On each of these themes, he gave illustrations and examples of the process on campus, often with the names of prominent achievers. Notable among these was Lin-Manuel Miranda ’02. Lin-Manuel, along with Thomas Kail ’99, have taken Broadway by storm. With the blockbuster, hip-hop musical Hamilton, they have opened creative new streams of American ethnicity and creativity. President Roth had doubtless imbibed some of the hip-hop Kool-Aid as he bopped up and down and all around the Art Center auditorium during his animated presentation.

He followed this energetic performance later on during the traditional class luncheon in the ’92 Theater. His personal story and reflections on the life and death of Carl Schorske, who passed away at 100, were special since he was Carl’s last doctoral student at Princeton. These allusions rang the strong bells of Wesleyana memories in this rapt observer. President Roth reflected about the identification and passion for student learning and discovery that was the hallmark of Vic Butterfield’s leadership.

With the special THIS IS WHY issue of the magazine, you will have noted the results of the latest Wesleyan fundraising campaign—$482 million! President Roth’s commitment to Wesleyan leadership is seen in this important area as in so many others. In this volatile economy, with changing workforce and job structures, there are factors that push students toward vocational, technical, and job-specific university programs. Wesleyan’s emphasis on lifelong learning is counter to those national trends. To glean the enrollment and financial challenges facing small liberal arts colleges in this era, you should check out Roth’s Beyond the University: Why Liberal Education Matters (2015).

We have received a note from Sue Van Voorhees, that our classmate, Peter Van Voorhees, has died of natural causes. “Our family lived in Middletown and was the seventh family to move into Wesleyan Hills—a new concept in planned community living. Our children went to Wesley School (elementary). Harold Kaplan was the principal. We have fond memories of its safe, simple, lifestyle—walking to school, skating on the pond, parties and Scouts in the barn, and kids roaming free from one cul-de-sac to another.

“Peter was employed at Wesleyan from 1969-1970 under Colin Campbell. He was an assistant development officer. When administrations changed, he moved into banking as a trust officer in Meriden. This became his major career that ended in Philadelphia with First Pennsylvania Bank.
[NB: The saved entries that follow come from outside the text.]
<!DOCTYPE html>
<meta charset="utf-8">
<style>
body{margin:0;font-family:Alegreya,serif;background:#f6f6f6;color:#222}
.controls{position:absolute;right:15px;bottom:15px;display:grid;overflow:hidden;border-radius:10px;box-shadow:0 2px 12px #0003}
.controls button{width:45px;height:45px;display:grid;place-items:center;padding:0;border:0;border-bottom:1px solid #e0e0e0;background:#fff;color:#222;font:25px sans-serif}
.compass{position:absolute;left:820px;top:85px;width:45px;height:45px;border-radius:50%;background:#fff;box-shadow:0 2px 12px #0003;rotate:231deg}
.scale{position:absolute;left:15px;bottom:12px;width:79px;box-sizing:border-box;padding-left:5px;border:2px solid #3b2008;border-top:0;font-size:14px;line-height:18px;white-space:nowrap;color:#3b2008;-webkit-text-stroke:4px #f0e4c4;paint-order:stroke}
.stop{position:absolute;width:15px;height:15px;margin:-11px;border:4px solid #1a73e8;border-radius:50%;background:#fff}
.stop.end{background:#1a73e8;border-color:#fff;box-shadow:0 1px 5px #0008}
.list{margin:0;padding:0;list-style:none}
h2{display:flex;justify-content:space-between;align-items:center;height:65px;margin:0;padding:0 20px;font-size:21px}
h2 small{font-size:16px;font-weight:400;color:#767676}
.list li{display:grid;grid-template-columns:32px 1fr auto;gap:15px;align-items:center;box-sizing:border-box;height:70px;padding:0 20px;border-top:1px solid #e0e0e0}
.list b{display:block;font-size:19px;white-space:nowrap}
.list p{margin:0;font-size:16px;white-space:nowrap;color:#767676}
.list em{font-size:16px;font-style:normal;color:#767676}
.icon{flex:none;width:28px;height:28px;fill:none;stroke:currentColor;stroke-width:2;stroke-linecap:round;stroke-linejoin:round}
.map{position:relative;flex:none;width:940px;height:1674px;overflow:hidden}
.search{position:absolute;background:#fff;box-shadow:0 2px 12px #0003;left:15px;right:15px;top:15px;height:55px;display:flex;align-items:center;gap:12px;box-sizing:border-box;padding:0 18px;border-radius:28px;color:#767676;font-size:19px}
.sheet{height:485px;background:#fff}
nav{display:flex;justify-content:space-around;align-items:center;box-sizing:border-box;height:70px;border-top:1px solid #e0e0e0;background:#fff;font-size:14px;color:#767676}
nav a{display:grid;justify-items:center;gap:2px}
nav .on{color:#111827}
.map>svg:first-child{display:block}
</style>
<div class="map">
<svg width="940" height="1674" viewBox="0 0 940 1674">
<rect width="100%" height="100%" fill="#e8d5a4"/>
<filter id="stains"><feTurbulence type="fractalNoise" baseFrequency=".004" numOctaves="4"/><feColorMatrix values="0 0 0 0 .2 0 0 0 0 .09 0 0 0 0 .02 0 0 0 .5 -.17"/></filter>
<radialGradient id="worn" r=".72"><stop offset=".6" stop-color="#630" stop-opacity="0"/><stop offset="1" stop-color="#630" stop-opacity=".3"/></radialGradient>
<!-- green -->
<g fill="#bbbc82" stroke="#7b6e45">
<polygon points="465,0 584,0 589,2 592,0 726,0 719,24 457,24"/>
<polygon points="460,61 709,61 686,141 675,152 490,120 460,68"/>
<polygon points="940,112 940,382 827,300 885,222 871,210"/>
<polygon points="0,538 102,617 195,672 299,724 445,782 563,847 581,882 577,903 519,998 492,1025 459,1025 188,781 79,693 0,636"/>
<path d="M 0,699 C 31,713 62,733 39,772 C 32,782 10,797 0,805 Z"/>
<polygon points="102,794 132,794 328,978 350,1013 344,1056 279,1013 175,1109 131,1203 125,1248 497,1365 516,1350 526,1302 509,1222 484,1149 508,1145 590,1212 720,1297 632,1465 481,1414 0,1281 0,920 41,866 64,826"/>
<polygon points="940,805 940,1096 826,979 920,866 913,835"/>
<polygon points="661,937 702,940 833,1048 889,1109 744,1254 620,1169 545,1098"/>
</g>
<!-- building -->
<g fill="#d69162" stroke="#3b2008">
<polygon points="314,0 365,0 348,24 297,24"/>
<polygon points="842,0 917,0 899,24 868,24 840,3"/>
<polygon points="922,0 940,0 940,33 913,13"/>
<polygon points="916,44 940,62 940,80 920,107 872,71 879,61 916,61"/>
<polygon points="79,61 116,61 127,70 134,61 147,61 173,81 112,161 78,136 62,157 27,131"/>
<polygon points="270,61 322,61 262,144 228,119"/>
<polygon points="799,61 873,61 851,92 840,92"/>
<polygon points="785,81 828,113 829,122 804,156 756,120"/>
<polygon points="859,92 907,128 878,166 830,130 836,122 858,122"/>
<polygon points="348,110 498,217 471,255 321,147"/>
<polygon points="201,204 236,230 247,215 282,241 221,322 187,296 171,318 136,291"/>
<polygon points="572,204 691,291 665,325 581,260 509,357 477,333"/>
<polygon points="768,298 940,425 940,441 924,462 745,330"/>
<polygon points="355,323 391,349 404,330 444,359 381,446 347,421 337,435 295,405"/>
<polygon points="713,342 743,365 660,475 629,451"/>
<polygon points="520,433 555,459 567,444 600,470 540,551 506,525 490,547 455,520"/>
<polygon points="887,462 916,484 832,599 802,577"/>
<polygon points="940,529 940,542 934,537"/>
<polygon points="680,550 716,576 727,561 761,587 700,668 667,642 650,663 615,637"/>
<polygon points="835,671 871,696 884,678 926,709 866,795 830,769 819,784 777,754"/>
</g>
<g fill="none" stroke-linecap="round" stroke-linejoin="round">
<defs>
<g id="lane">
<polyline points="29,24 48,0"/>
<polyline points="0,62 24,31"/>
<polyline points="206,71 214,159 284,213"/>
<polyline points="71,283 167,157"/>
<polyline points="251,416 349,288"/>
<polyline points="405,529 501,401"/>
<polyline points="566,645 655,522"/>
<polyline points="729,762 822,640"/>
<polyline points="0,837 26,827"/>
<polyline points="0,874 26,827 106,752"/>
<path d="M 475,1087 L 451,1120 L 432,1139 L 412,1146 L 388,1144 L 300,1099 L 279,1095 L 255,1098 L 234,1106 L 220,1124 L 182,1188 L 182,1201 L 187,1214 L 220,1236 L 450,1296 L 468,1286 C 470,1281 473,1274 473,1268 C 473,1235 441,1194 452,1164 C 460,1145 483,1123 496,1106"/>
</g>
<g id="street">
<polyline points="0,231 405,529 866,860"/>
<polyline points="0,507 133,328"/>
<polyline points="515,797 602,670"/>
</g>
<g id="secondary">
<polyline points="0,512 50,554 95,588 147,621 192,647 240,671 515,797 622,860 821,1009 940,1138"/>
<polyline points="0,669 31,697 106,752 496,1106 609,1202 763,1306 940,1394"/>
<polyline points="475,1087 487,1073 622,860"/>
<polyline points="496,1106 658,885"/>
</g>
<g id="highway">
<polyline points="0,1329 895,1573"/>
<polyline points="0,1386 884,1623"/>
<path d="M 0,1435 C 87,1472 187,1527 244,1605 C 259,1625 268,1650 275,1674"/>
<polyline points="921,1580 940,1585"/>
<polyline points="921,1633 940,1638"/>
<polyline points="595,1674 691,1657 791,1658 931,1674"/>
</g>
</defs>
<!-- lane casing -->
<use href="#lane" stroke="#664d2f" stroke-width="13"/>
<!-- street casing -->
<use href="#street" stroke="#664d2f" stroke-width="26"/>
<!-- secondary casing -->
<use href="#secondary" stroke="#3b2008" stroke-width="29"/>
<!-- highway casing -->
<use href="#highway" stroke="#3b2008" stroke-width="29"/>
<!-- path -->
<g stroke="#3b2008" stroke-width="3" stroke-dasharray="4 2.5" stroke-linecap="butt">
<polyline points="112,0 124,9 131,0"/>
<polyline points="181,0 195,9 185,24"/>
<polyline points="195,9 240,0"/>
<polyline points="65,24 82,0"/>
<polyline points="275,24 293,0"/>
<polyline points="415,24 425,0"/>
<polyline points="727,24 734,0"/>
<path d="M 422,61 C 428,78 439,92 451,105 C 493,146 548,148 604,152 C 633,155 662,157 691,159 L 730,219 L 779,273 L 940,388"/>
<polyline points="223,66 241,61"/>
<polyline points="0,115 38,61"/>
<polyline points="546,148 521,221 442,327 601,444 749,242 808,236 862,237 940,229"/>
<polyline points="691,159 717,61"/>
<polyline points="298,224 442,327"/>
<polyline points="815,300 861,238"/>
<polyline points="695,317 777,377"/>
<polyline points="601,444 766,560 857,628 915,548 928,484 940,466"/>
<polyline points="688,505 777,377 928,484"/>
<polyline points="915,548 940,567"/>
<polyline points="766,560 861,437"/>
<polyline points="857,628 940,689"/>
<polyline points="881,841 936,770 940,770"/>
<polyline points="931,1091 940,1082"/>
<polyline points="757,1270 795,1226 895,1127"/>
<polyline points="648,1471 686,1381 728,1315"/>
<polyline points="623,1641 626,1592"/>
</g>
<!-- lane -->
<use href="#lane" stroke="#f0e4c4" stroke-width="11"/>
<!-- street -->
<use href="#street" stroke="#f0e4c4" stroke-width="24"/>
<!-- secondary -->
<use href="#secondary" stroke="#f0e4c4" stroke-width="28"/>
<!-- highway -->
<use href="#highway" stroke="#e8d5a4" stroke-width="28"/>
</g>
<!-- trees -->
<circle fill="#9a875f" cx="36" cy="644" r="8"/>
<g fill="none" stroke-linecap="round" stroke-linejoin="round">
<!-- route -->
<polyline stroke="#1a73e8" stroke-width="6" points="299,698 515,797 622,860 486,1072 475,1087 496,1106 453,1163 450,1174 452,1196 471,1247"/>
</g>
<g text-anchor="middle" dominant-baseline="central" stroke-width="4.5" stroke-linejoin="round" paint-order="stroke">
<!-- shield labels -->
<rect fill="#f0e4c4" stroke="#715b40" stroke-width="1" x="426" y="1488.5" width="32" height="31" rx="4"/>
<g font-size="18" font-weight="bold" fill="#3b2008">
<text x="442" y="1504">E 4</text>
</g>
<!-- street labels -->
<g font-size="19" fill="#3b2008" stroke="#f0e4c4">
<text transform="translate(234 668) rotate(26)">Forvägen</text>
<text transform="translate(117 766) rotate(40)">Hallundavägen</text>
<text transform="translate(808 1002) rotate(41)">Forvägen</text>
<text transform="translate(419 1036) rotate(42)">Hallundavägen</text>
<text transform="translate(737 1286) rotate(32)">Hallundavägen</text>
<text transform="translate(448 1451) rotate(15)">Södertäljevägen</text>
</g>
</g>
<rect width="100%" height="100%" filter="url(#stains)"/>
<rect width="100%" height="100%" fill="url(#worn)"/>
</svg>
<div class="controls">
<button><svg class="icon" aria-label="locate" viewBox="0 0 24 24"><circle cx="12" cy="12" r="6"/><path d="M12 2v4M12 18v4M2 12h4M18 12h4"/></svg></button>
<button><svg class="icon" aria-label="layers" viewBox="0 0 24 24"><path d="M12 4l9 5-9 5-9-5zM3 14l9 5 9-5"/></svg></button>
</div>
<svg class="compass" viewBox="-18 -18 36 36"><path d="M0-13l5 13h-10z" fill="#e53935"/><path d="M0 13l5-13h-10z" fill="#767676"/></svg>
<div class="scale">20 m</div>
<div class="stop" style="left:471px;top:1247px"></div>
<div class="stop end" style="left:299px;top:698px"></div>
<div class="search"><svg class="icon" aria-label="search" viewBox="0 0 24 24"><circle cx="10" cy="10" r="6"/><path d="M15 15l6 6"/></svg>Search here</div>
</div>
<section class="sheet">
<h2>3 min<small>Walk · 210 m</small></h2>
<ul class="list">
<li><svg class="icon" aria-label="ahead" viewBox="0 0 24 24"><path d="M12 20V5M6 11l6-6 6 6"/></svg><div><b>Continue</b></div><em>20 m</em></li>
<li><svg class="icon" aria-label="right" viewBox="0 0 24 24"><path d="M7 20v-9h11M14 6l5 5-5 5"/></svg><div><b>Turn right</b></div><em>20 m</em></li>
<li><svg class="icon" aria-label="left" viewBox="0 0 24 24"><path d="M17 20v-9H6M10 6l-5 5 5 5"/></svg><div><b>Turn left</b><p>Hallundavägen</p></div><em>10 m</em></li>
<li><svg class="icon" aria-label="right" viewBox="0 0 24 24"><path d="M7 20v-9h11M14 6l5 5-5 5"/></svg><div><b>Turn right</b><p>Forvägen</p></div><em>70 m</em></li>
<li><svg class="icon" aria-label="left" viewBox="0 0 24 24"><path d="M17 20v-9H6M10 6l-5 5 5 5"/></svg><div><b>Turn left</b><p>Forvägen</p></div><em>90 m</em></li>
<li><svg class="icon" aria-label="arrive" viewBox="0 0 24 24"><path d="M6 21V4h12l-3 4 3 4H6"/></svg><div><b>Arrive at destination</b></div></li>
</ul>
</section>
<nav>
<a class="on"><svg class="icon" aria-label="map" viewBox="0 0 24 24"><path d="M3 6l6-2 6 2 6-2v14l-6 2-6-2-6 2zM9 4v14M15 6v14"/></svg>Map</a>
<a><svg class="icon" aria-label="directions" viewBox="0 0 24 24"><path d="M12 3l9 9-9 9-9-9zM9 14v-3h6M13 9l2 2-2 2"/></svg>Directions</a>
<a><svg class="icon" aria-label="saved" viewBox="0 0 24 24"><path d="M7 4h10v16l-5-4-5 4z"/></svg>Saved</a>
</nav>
“While in Middletown, he was instrumental in helping Oddfellows Playhouse obtain nonprofit status from the IRS. This was the year they were founded and held performances in the old Oddfellows Hall on Main Street. Our children became part of the troupe from the first performance of Middletown Fantasia by Nat Needle ’76, until we moved away when they were teenagers.

“Peter was an avid fan of Wesleyan football, and our family did not miss many games. We attended with Joe Lynch ’47, who was your most loyal fan for many years. Peter loved Wesleyan as a student. He talked many times about the lifelong value of required Freshman English. It taught him basics he applied and quoted for years. He needed to leave Wesleyan for financial reasons. He worked odd jobs for two years, then transferred to the University of Vermont, where he earned a B.A. in geology.”